- **TASK**: Below are the records; count how many of their lines hold the string "labels" and give the number alone.

- **TASK MATERIAL**:
# # # # # # #
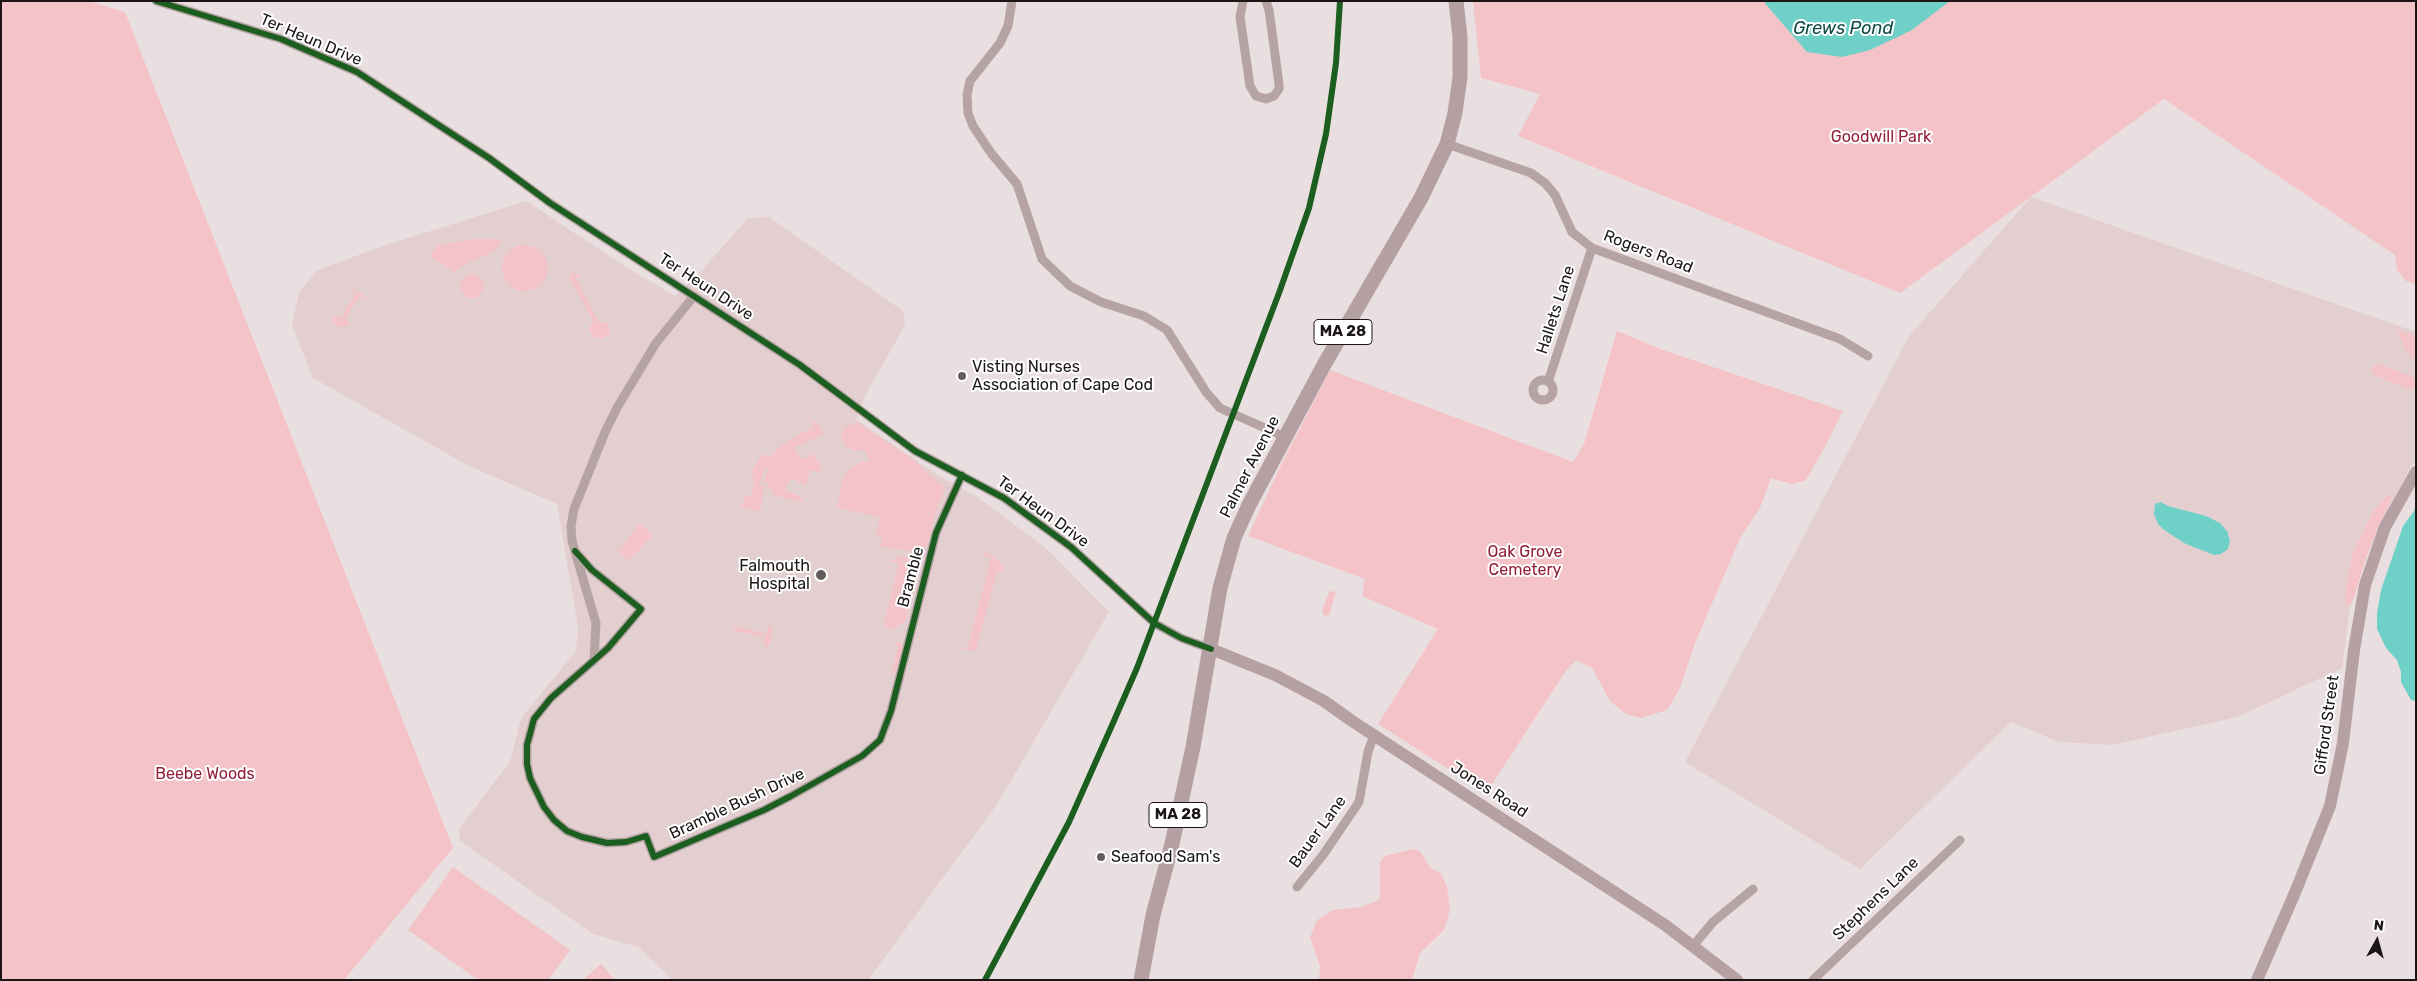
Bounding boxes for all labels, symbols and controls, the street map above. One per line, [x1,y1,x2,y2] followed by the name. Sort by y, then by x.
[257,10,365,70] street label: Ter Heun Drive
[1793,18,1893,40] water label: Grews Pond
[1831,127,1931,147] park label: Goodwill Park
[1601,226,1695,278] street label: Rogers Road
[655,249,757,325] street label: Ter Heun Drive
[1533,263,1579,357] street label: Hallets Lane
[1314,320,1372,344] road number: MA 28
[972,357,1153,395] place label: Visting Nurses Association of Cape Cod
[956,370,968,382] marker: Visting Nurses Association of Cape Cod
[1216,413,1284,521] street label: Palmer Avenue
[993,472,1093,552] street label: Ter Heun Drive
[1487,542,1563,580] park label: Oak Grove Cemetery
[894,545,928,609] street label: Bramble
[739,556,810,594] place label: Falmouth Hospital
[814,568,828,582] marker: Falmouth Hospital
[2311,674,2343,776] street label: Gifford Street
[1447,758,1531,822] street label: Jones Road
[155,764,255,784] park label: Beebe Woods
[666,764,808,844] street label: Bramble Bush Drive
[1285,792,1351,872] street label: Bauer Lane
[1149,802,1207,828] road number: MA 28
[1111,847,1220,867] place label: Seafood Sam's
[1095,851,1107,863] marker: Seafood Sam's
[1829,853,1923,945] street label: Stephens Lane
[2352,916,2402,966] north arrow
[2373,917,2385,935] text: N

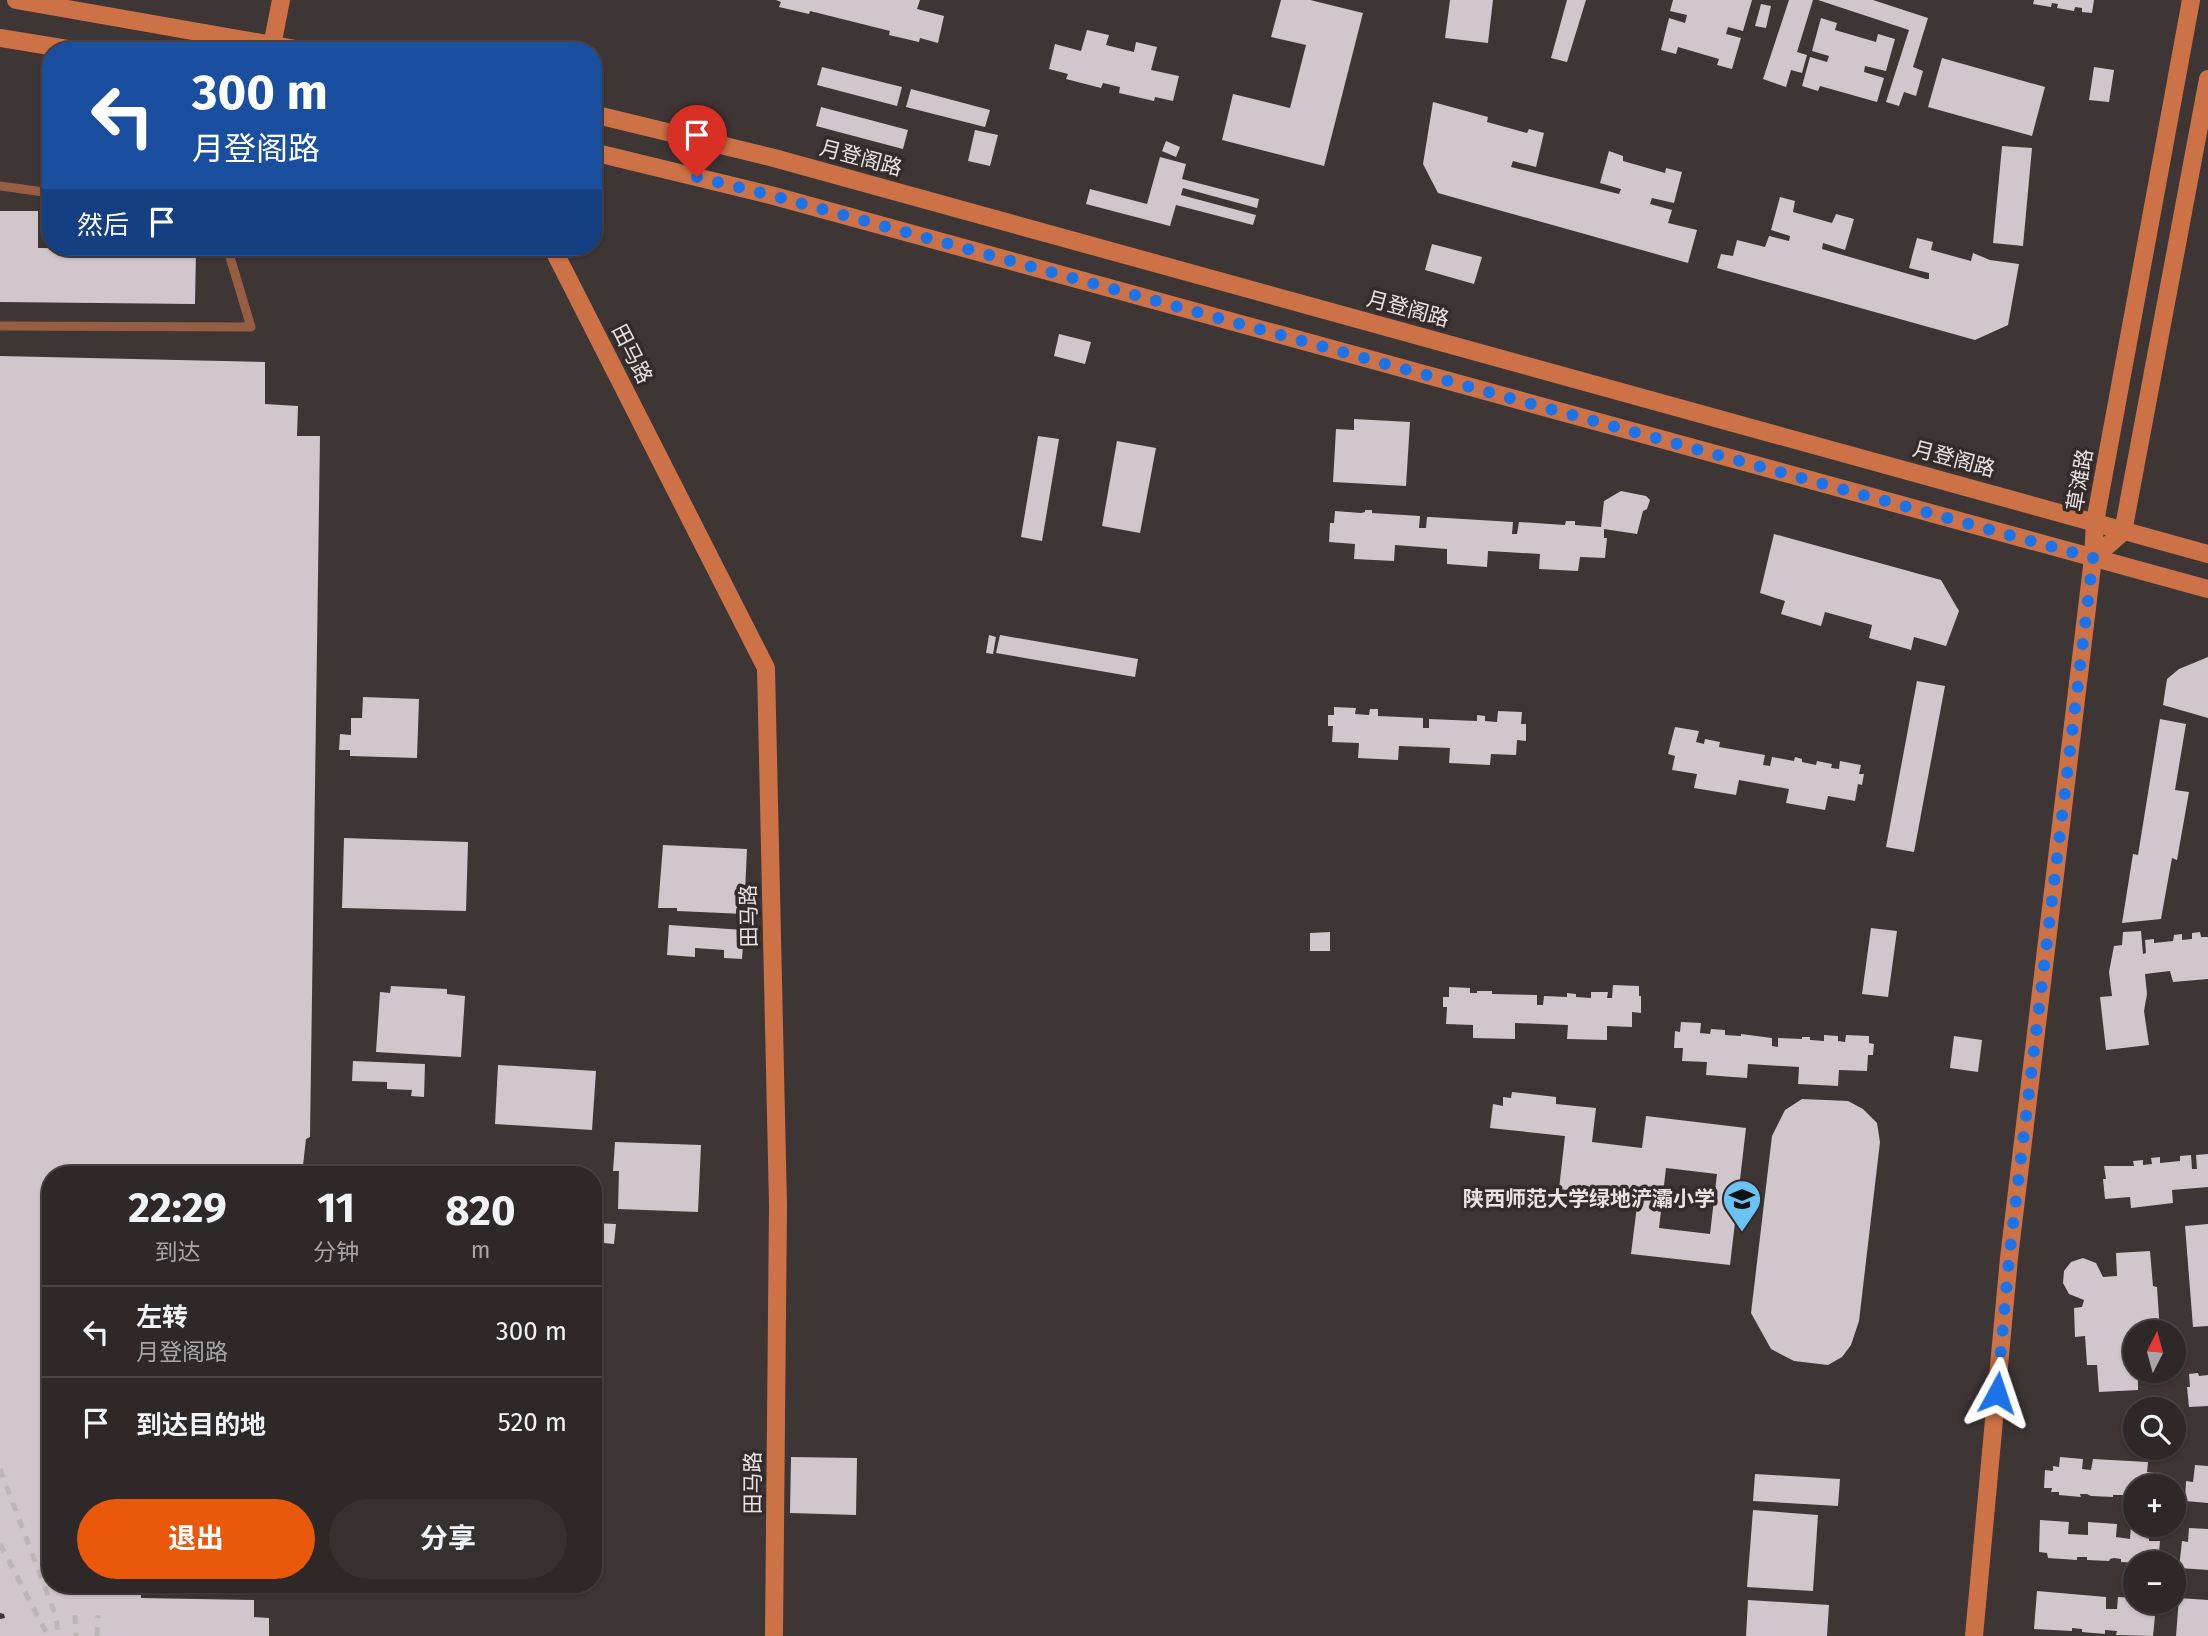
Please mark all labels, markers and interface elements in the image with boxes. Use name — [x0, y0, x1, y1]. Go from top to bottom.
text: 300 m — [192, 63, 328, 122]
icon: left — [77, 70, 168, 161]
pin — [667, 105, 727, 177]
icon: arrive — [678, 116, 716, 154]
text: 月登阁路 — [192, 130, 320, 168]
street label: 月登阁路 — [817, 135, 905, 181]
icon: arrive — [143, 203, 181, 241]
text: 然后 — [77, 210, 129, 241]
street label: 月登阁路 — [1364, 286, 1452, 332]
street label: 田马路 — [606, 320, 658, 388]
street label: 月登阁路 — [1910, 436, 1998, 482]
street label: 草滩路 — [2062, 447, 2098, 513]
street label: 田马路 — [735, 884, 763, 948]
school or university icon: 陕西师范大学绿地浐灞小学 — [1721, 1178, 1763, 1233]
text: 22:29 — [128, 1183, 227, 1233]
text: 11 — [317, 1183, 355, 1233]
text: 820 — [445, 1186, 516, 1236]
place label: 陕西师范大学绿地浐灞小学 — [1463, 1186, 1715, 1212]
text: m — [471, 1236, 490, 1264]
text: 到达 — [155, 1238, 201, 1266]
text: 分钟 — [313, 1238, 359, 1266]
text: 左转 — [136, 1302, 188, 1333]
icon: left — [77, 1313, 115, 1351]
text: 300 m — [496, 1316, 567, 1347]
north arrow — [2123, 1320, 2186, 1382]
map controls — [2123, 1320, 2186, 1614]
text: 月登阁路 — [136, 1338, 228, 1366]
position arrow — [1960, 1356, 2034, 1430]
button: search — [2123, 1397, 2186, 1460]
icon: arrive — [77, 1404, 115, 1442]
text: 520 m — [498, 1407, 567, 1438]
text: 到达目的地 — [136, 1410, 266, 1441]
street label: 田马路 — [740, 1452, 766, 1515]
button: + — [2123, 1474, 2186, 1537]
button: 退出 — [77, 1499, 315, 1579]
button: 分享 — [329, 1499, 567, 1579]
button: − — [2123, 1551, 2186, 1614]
# # # # # # #
- **TASK OUTPUT**: 2